* EXERCISE GOAL:
Your output should be the entries below, exact in every detail.

* Stored items:
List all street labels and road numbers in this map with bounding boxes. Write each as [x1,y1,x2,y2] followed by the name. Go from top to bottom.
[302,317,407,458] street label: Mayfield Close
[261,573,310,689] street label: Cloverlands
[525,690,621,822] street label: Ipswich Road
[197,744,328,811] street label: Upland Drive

* ANSWER SECTION:
List all street labels and road numbers in this map with bounding boxes. Write each as [x1,y1,x2,y2] followed by the name. Go from top to bottom.
[302,317,407,458] street label: Mayfield Close
[261,573,310,689] street label: Cloverlands
[525,690,621,822] street label: Ipswich Road
[197,744,328,811] street label: Upland Drive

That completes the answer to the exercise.